Enflasyon analizi...

Enflasyonu görmek için, resmî rakamlara ihtiyaç yok. Okurlarım iyi hatırlar, bu köşede yazdıklarımı. Eski deyimle ihtikâr yapanlara da dikkat çekmiştim. Bozulduğum ise parti temsilciliği gibi çalışan iki çok şubeli marketti. Pahalılık ateşini onlar yaktılar. Süt ve süt ürünleriyle başladılar, raflarında ne varsa zam rekoru kırdırdılar.

Pirinç ve bakliyattaki son noktayı anlatmaya gerek yok. Devamlı müşterileri hemen fark edebiliyorlar.

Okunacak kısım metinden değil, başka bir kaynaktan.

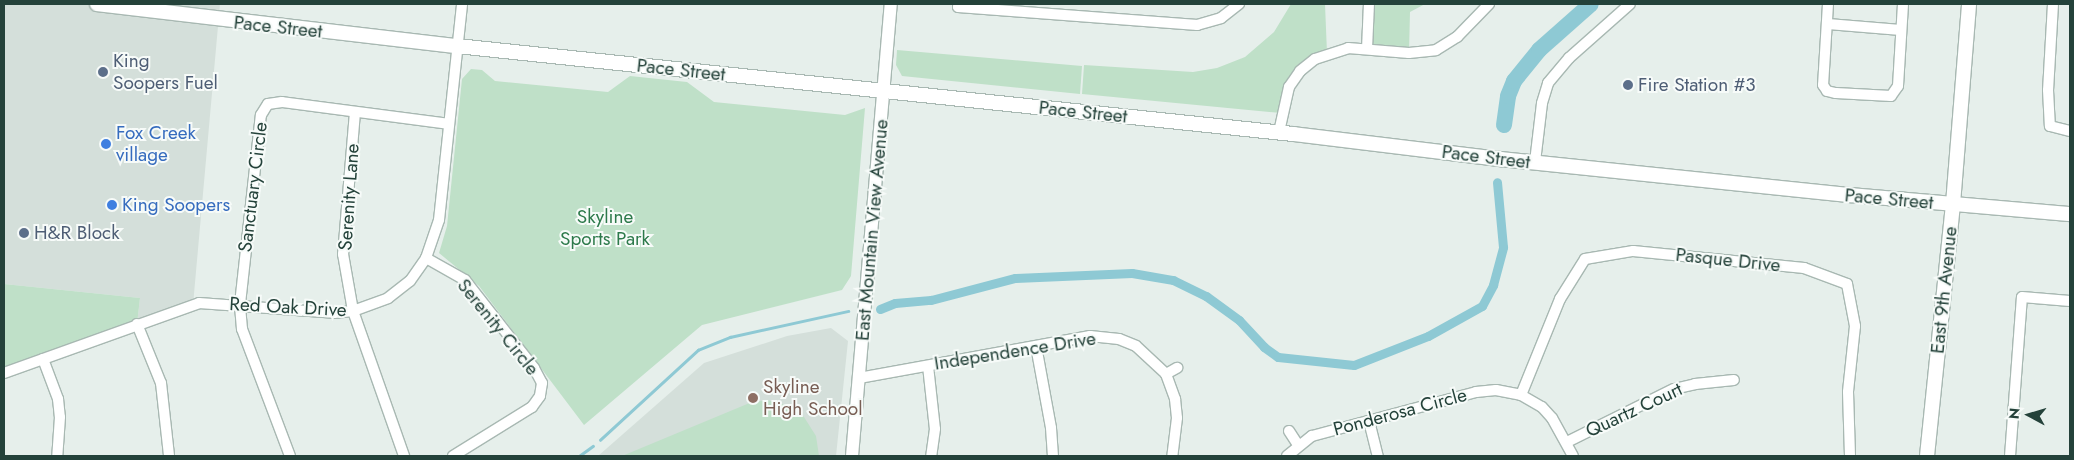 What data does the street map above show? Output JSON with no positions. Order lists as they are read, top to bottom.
{
  "streets": {
    "main road": ["Pace Street", "East 9th Avenue"],
    "street": [
      "Sanctuary Circle",
      "Serenity Lane",
      "East Mountain View Avenue",
      "Pasque Drive",
      "Red Oak Drive",
      "Serenity Circle",
      "Independence Drive",
      "Quartz Court",
      "Ponderosa Circle"
    ]
  },
  "crossings": [
    ["Pace Street", "East Mountain View Avenue"],
    ["Pace Street", "East 9th Avenue"],
    ["Pace Street", "Red Oak Drive"],
    ["Sanctuary Circle", "Serenity Lane"],
    ["Sanctuary Circle", "Red Oak Drive"],
    ["Serenity Lane", "Red Oak Drive"],
    ["East Mountain View Avenue", "Independence Drive"],
    ["Pasque Drive", "Ponderosa Circle"],
    ["Red Oak Drive", "Serenity Circle"]
  ],
  "parks": ["Skyline Sports Park"],
  "places": [
    "King Soopers Fuel",
    "Fire Station #3",
    "Fox Creek village",
    "King Soopers",
    "H&R Block",
    "Skyline High School"
  ],
  "north": "left"
} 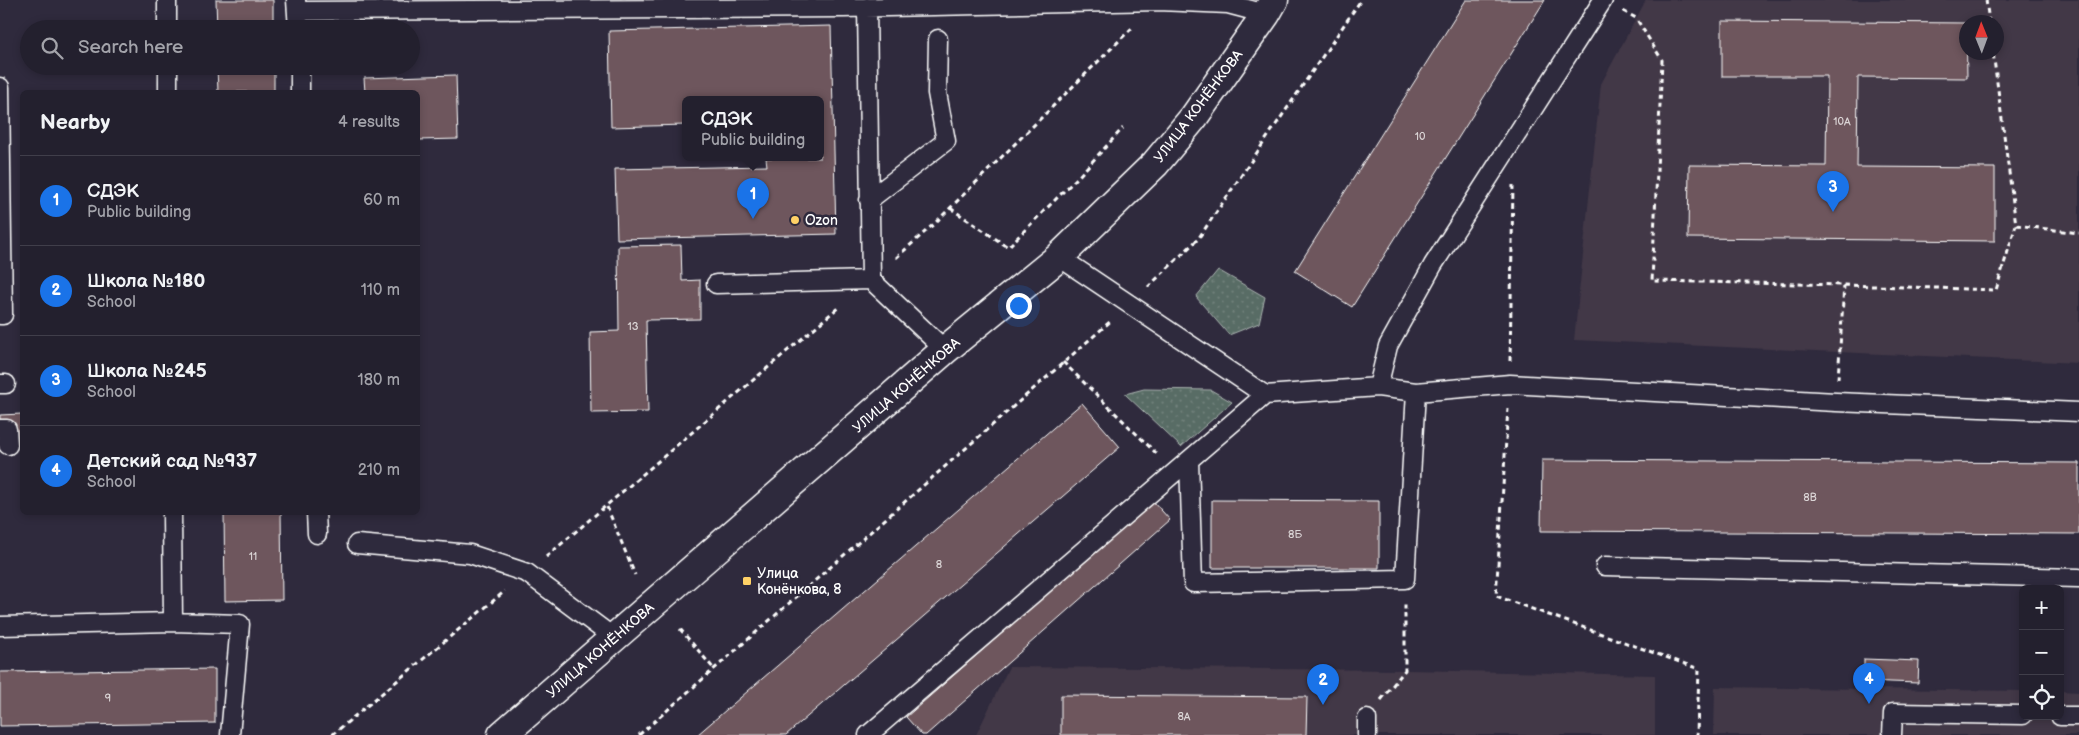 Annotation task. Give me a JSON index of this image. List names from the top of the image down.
{
  "streets": {
    "street": ["УЛИЦА КОНЁНКОВА"]
  },
  "places": {
    "other": ["Ozon"],
    "transit": ["Улица Конёнкова, 8"]
  },
  "house_numbers": [
    "10А",
    "10",
    "13",
    "8В",
    "8Б",
    "11",
    "8",
    "9",
    "8А"
  ],
  "north": "top",
  "page": {
    "search": "Search here",
    "heading": ["Nearby", "4 results"],
    "popup": ["СДЭК", "Public building"],
    "list": [
      {
        "mark": "1",
        "name": "СДЭК",
        "note": "Public building",
        "value": "60 m"
      },
      {
        "mark": "2",
        "name": "Школа №180",
        "note": "School",
        "value": "110 m"
      },
      {
        "mark": "3",
        "name": "Школа №245",
        "note": "School",
        "value": "180 m"
      },
      {
        "mark": "4",
        "name": "Детский сад №937",
        "note": "School",
        "value": "210 m"
      }
    ],
    "pins": [
      "3",
      "1",
      "4",
      "2"
    ],
    "map_buttons": ["+", "−"]
  }
}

Beyaz et, yani kanatlılar ötekileri takip etti. 5,25'lik piliç baget bir günde 10,95 oldu. Sıradan bir kasapta tavuk bonfilenin fiyatı 26 lira. But ızgara 26,95.

Haklarını yemeyelim tek indirim gören ürün Pekin ördeği. Kilosunu 20,95'e düşürdüler. Alay eder gibi yanında "portakal soslu"nun tarifini veriyorlar!

Salam-sucuk ve kavurmanın etiketleri de el yakıyor. Sıra pastırma 89,90-135,90 arasında gidip geliyor. Kendi adıma konuşursam, pastırmayı aldığım son tarihi hatırlamıyorum. Pet şişelerde satılan suları da gördük. En somut örneği BİM'den vereyim. Yarım litreliklerin tanesi 60 kuruşa çıktı. Yani 12'lik ambalaj aldığınızda 7,20 lira ödüyorsunuz. Daha bir yıl önce 4,20 idi. Hele A 101'den alıyorsanız kasada bir tanesi düşülüyordu; 3,85 veriyordunuz.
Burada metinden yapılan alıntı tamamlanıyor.